Task directions → Restate exactly the lines of the entries below, beginning with the first and ending with the line that holds "display:flex; justify-content:space-between; align-items:center;". Pictures are not copied.

START Provided records

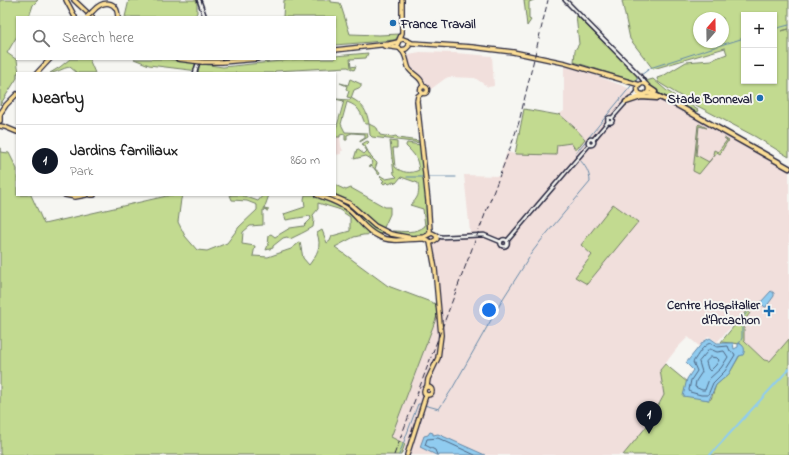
<!DOCTYPE html>
<html lang="en">
<head>
<meta charset="utf-8">
<style>
	body { margin:0; font-family:"Indie Flower",sans-serif; background:#f2f2f2; color:#222 }
	.controls { position:absolute; right:12px; top:12px; display:grid; overflow:hidden; border-radius:0px; box-shadow:0 1px 3px #0004 }
	.controls button { width:36px; height:36px; display:grid; place-items:center; padding:0; border:0; border-bottom:1px solid #e0e0e0; background:#fff; color:#222; font:20px sans-serif }
	.compass { position:absolute; left:693px; top:12px; width:36px; height:36px; border-radius:50%; background:#fff; box-shadow:0 1px 3px #0004; rotate:20deg }
	.you { position:absolute; left:489px; top:310px; width:14px; height:14px; margin:-10px; border:3px solid #fff; border-radius:50%; background:#1a73e8; box-shadow:0 0 0 6px #1a73e833 }
	.badge { display:grid; place-items:center; width:26px; height:26px; border-radius:50%; background:#111827; color:#fff; font-size:13px; font-weight:700 }
	.pin { position:absolute; translate:-50% -33px; filter:drop-shadow(0 1px 2px #0008) }
	.pin::after { content:''; position:absolute; top:21px; width:14px; height:12px; background:inherit; clip-path:polygon(0 0,100% 0,50% 100%) }
	.list { margin:0; padding:0; list-style:none }
	h2 { display:flex; justify-content:space-between; align-items:center; height:52px; margin:0; padding:0 16px; font-size:17px }
	h2 small { font-size:13px; font-weight:400; color:#767676 }
	.list li { display:grid; grid-template-columns:26px 1fr auto; gap:12px; align-items:center; box-sizing:border-box; height:72px; padding:0 16px; border-top:1px solid #e0e0e0 }
	.list b { display:block; font-size:15px; white-space:nowrap }
	.list p { margin:0; font-size:13px; white-space:nowrap; color:#767676 }
	.list em { font-size:13px; font-style:normal; color:#767676 }
	.icon { flex:none; width:22px; height:22px; fill:none; stroke:currentColor; stroke-width:2; stroke-linecap:round; stroke-linejoin:round }
	.map { position:relative; flex:none; width:789px; height:455px; overflow:hidden }
	.search { position:absolute; background:#fff; box-shadow:0 1px 3px #0004; left:16px; top:16px; width:320px; height:44px; display:flex; align-items:center; gap:10px; box-sizing:border-box; padding:0 14px; border-radius:0px; color:#767676; font-size:15px }
	.panel { position:absolute; background:#fff; box-shadow:0 1px 3px #0004; left:16px; top:72px; width:320px; height:124px; border-radius:0px }
	.map>svg:first-child { display:block }
	.built { fill:#f1dfdc }
	.green { fill:#c2da90; stroke:#727e66; fill-rule:evenodd }
	.water { fill:#90ccf0; stroke:#6488a8 }
	.lines { fill:none; stroke-linecap:round; stroke-linejoin:round }
	.shore { stroke:#4e6683; stroke-width:1 }
	.stream { stroke:#6488a8; stroke-width:1 }
	.canal { stroke:#90ccf0; stroke-width:2 }
	.minor-casing { stroke:#22223b; stroke-width:5.5 }
	.major-casing { stroke:#22223b; stroke-width:6 }
	.highway-casing { stroke:#22223b; stroke-width:7 }
	.minor { stroke:#f6f6f2; stroke-width:2.5 }
	.major { stroke:#fcde96; stroke-width:3.5 }
	.highway { stroke:#fcde96; stroke-width:4 }
	.rail { stroke:#22223b; stroke-width:1; stroke-dasharray:6 3; stroke-linecap:butt }
	.major-bridge-casing { stroke:#22223b; stroke-width:6; stroke-linecap:butt }
	.major-bridge { stroke:#fcde96; stroke-width:3.5 }
	.poi-dot { fill:#1f6fb2; stroke:#f6f6f2; stroke-width:1.5 }
	.labels { text-anchor:middle; stroke-width:4; stroke-linejoin:round; paint-order:stroke }
	.poi-label { font-size:13px; font-weight:bold; fill:#22223b; stroke:#f6f6f2; text-anchor:end }
</style>
</head>
<body>
<div class="map">
<svg width="789" height="455" viewBox="0 0 789 455">
	<rect width="100%" height="100%" fill="#f6f6f2"/>
	<filter id="ink" filterUnits="userSpaceOnUse"><feTurbulence type="fractalNoise" baseFrequency=".025" numOctaves="2"/><feDisplacementMap in="SourceGraphic" scale="8" xChannelSelector="R" yChannelSelector="G"/><feConvolveMatrix kernelMatrix="1 2 1 2 8 2 1 2 1" color-interpolation-filters="sRGB"/></filter>
	<g filter="url(#ink)">
		<!-- built -->
		<g class="built">
			<path d="M420,52L455,53L492,56L494,86L488,87L475,78L449,77L446,78L431,89L429,88L419,75L410,66L408,56L409,54Z"/>
			<path d="M564,66L592,74L631,89L636,99L653,98L666,103L789,170V339L770,361L764,360L744,341V321L747,310L717,342L709,336L699,346L688,337L678,347L660,370L664,395L647,426L623,455H404L405,444L391,437L437,316L430,237L470,232L464,175L499,176L507,152L515,154L556,155L557,145L585,139L574,127L559,114L564,111Z"/>
			<path d="M335,137H340L341,146L343,151H341V154L335,155Z"/>
		</g>
		<!-- green -->
		<g class="green">
			<path d="M0,0H38L33,5L29,17H17V36L7,53L17,60L19,73H17V78L0,105Z"/>
			<path d="M129,0H197V13L193,17H125Z"/>
			<path d="M284,0H331V2L340,3L350,34L379,35L400,34L395,40L335,45V17H283Z"/>
			<path d="M524,0H534L529,2V19L531,20L527,26Z"/>
			<path d="M626,0H789V29L781,31L789,29V157L756,137L690,102L658,82L657,78L663,76L686,62L711,60L727,54L725,48L653,69L630,39L622,1ZM744,15H774V81H744ZM699,18H723V42H699Z"/>
			<path d="M576,15L637,76V79L634,81L574,62L575,50L579,44Z"/>
			<path d="M368,53L366,58L350,59L351,67L356,66L354,70L348,67L275,71L274,73H198V71L149,65L134,59H168L223,67L300,59H335V56Z"/>
			<path d="M70,59H89L95,73H77L70,67C62,68 57,73 50,73L60,67Z"/>
			<path d="M350,79L361,84V87L354,90L351,98C363,104 367,111 369,124L377,128L380,135L391,137L396,136L398,138L419,141L420,140L421,143L372,137L370,135L369,124H365C361,113 359,106 347,102L341,124L345,132L367,133L368,137L360,142V141L365,138V134L352,133L347,135V140H345V134L340,135V137H335V129L337,126L344,101L335,99L350,100L351,98L347,97L349,91L346,89L347,86L340,83L348,85Z"/>
			<path d="M653,79L667,91L698,110L697,112L654,91L646,81Z"/>
			<path d="M524,109L558,115L559,114L574,127L585,139L576,150L571,143L557,145L556,155L515,154Z"/>
			<path d="M699,124L707,128L699,126L696,155L709,162L714,155L713,154L714,150L718,152L727,140L724,138L729,141L727,142L720,154L717,152L699,174L693,171L698,125Z"/>
			<path d="M367,141L369,142L365,146L371,157L377,163L375,169L380,173L379,175L373,167L369,166L372,165L371,159L366,156L354,159L357,149L364,154L367,151L362,144Z"/>
			<path d="M390,141L397,142V148H393L395,167C402,173 411,174 419,170C417,157 415,155 406,146V145L407,143L421,145L429,227L428,234C418,240 404,236 393,234L392,231C403,231 416,234 425,226L423,209L410,205C418,199 420,193 418,183L401,177L396,183L393,182L389,184L387,182L384,184L382,182L384,181L380,177L381,176L386,179L397,177L394,174Z"/>
			<path d="M0,147V152L9,153L17,169V195H31L44,224L171,195H183L181,199L178,222L185,236L197,250L207,251L227,243L239,227L257,210V205L247,201L232,200L230,195H241L258,201L263,195H269L264,209L269,210L268,211L263,210V225L250,226L243,232L242,244L255,246L253,256L268,257L291,249L300,242L303,258L309,265C317,254 322,247 317,233L322,230L327,243L330,241L332,236L350,231V217L338,209L318,203V209L313,215L314,220L313,227C305,232 298,235 290,239L287,237L283,238L273,246V248L266,250L268,245L269,235L271,234L275,237L290,228L304,226L311,219L310,216L286,220L284,214L305,207L304,199L305,195H335V185L346,190L351,188L385,207H390V214L381,234L363,235L354,237L335,247L388,286L436,304L437,316L391,437L405,444L401,455H0Z"/>
			<path d="M613,204L638,222L587,284L575,277L592,255L581,245Z"/>
			<path d="M747,310L750,313L744,321V341L764,360L770,361L789,339V455H623L647,426L664,395L660,370L665,364L687,382L689,396L709,400L711,399L716,385L729,374L740,355L741,344L721,342Z"/>
		</g>
		<!-- water -->
		<g class="water">
			<path d="M771,291L774,293V296L766,307H765L760,303Z"/>
			<path d="M710,338L717,343H733L734,349L738,347V343C744,345 746,349 743,355L739,356L729,374L716,385L709,400L683,396L687,379L693,370L686,363L703,342Z"/>
			<path d="M430,432L433,433V435L438,434L485,455H436L420,447L424,436L428,435Z"/>
		</g>
		<g class="lines">
			<!-- shore -->
			<g class="shore">
				<path d="M710,343L717,347L728,346L730,351L734,353L735,355L725,371L713,383L708,395H701L690,392L689,390L691,380L697,371L693,362C698,355 702,346 710,343Z"/>
				<path d="M710,349L717,352L724,351L728,357L721,368L709,379L705,390H702L695,387L696,381L702,372L699,362Z"/>
				<path d="M711,357L717,358L719,360L716,365L710,371L708,369L706,362Z"/>
				<path d="M437,455L435,450L425,445L427,439L438,438L475,455"/>
			</g>
			<!-- stream -->
			<g class="stream">
				<path d="M774,29L789,25"/>
				<path d="M728,43L744,38"/>
				<path d="M653,67L727,43"/>
				<path d="M641,75L652,67"/>
				<path d="M635,82L639,77"/>
				<path d="M577,157L575,154L631,86"/>
				<path d="M407,177H423"/>
				<path d="M428,177H456"/>
				<path d="M530,255L543,238L590,182C590,173 585,165 579,159"/>
				<path d="M751,308L755,304"/>
				<path d="M739,344L742,338V319L748,311"/>
				<path d="M424,405L439,409L452,389L504,297L529,258"/>
				<path d="M399,455L418,404H421"/>
			</g>
			<!-- canal -->
			<path class="canal" d="M710,455L789,369"/>
			<defs>
				<g id="minor">
					<path d="M199,0L205,17"/>
					<path d="M565,0L639,75L646,84"/>
					<path d="M195,73L199,59"/>
					<path d="M634,96L638,91"/>
					<path d="M630,99L642,94"/>
					<circle cx="610" cy="120" r="2.5"/>
					<path d="M612,118L626,102"/>
					<circle cx="591" cy="142" r="3"/>
					<path d="M593,140L608,122"/>
					<path d="M437,236L442,237L484,235L501,242"/>
					<circle cx="504" cy="243" r="3.5"/>
					<path d="M507,241L589,145"/>
				</g>
				<g id="major">
					<path d="M66,0L75,17"/>
					<path d="M74,0L92,17"/>
					<path d="M93,11C103,0 117,0 118,17"/>
					<path d="M400,40L403,39L408,41L409,46L406,49L401,50L397,45L402,33V0"/>
					<path d="M408,41L412,43L472,47L513,52L565,63L640,85"/>
					<path d="M384,46L399,48"/>
					<path d="M335,50L389,44L398,42"/>
					<path d="M402,51C407,56 406,63 409,69C414,76 422,77 423,86"/>
					<path d="M178,59L194,61"/>
					<path d="M202,62H222L257,59"/>
					<path d="M37,73L50,59"/>
					<circle cx="643" cy="89" r="5.5"/>
					<circle cx="424" cy="90" r="3.5"/>
					<path d="M422,93L418,96L417,101L428,201L430,231L429,234"/>
					<path d="M0,113V121"/>
					<path d="M0,114L6,105L17,94"/>
					<path d="M0,126L5,127L17,132"/>
					<path d="M65,195L75,197L86,195"/>
					<path d="M90,195H94"/>
					<path d="M317,195C328,199 341,203 350,211C360,220 366,231 378,236C393,244 408,238 424,239C428,240 429,241 432,242L437,239L436,235L432,233L424,237L412,238L391,234L375,226L349,203L330,195"/>
					<path d="M427,386L428,379L438,358L441,335L435,269L430,242"/>
					<circle cx="428" cy="391" r="4"/>
					<path d="M407,455L426,395"/>
				</g>
				<g id="highway">
					<path d="M649,88L655,92"/>
					<path d="M647,93L655,95L677,105L789,168"/>
					<path d="M626,102L641,97L657,98"/>
				</g>
			</defs>
			<!-- minor casing -->
			<use href="#minor" class="minor-casing"/>
			<!-- major casing -->
			<use href="#major" class="major-casing"/>
			<!-- highway casing -->
			<use href="#highway" class="highway-casing"/>
			<!-- minor -->
			<use href="#minor" class="minor"/>
			<!-- major -->
			<use href="#major" class="major"/>
			<!-- highway -->
			<use href="#highway" class="highway"/>
			<!-- rail -->
			<path class="rail" d="M394,455L512,143L519,122L548,0"/>
			<defs>
				<g id="major-bridge">
					<path d="M87,17L93,11"/>
					<path d="M194,61L202,62"/>
				</g>
			</defs>
			<!-- major-bridge casing -->
			<use href="#major-bridge" class="major-bridge-casing"/>
			<!-- major-bridge -->
			<use href="#major-bridge" class="major-bridge"/>
		</g>
	</g>
	<!-- markers -->
	<g class="poi-dot">
		<circle cx="393" cy="23" r="4"/>
		<circle cx="760" cy="98" r="4"/>
		<path d="M767 305h4v4h4v4h-4v4h-4v-4h-4v-4h4z"/>
	</g>
	<g class="labels">
		<!-- poi labels -->
		<g class="poi-label">
			<text x="401" y="28" text-anchor="start">France Travail</text>
			<text x="752" y="103">Stade Bonneval</text>
			<text x="760" y="309">Centre Hospitalier<tspan x="760" dy="15">d‘Arcachon</tspan></text>
		</g>
	</g>
</svg>
<div class="controls">
<button>+</button>
<button>−</button>
</div>
<svg class="compass" viewBox="-18 -18 36 36"><path d="M0-13l5 13h-10z" fill="#e53935"/><path d="M0 13l5-13h-10z" fill="#767676"/></svg>
<div class="you"></div>
<div class="pin badge" style="left:649px;top:434px">1</div>
<div class="search"><svg class="icon" aria-label="search" viewBox="0 0 24 24"><circle cx="10" cy="10" r="6"/><path d="M15 15l6 6"/></svg>Search here</div>
<section class="panel">
<h2>Nearby<small></small></h2>
<ul class="list">
<li><span class="badge">1</span><div><b>Jardins familiaux</b><p>Park</p></div><em>860 m</em></li>
</ul>
</section>
</div>
</body>
</html>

END Provided records

Answer to this task →
<!DOCTYPE html>
<html lang="en">
<head>
<meta charset="utf-8">
<style>
	body { margin:0; font-family:"Indie Flower",sans-serif; background:#f2f2f2; color:#222 }
	.controls { position:absolute; right:12px; top:12px; display:grid; overflow:hidden; border-radius:0px; box-shadow:0 1px 3px #0004 }
	.controls button { width:36px; height:36px; display:grid; place-items:center; padding:0; border:0; border-bottom:1px solid #e0e0e0; background:#fff; color:#222; font:20px sans-serif }
	.compass { position:absolute; left:693px; top:12px; width:36px; height:36px; border-radius:50%; background:#fff; box-shadow:0 1px 3px #0004; rotate:20deg }
	.you { position:absolute; left:489px; top:310px; width:14px; height:14px; margin:-10px; border:3px solid #fff; border-radius:50%; background:#1a73e8; box-shadow:0 0 0 6px #1a73e833 }
	.badge { display:grid; place-items:center; width:26px; height:26px; border-radius:50%; background:#111827; color:#fff; font-size:13px; font-weight:700 }
	.pin { position:absolute; translate:-50% -33px; filter:drop-shadow(0 1px 2px #0008) }
	.pin::after { content:''; position:absolute; top:21px; width:14px; height:12px; background:inherit; clip-path:polygon(0 0,100% 0,50% 100%) }
	.list { margin:0; padding:0; list-style:none }
	h2 { display:flex; justify-content:space-between; align-items:center; height:52px; margin:0; padding:0 16px; font-size:17px }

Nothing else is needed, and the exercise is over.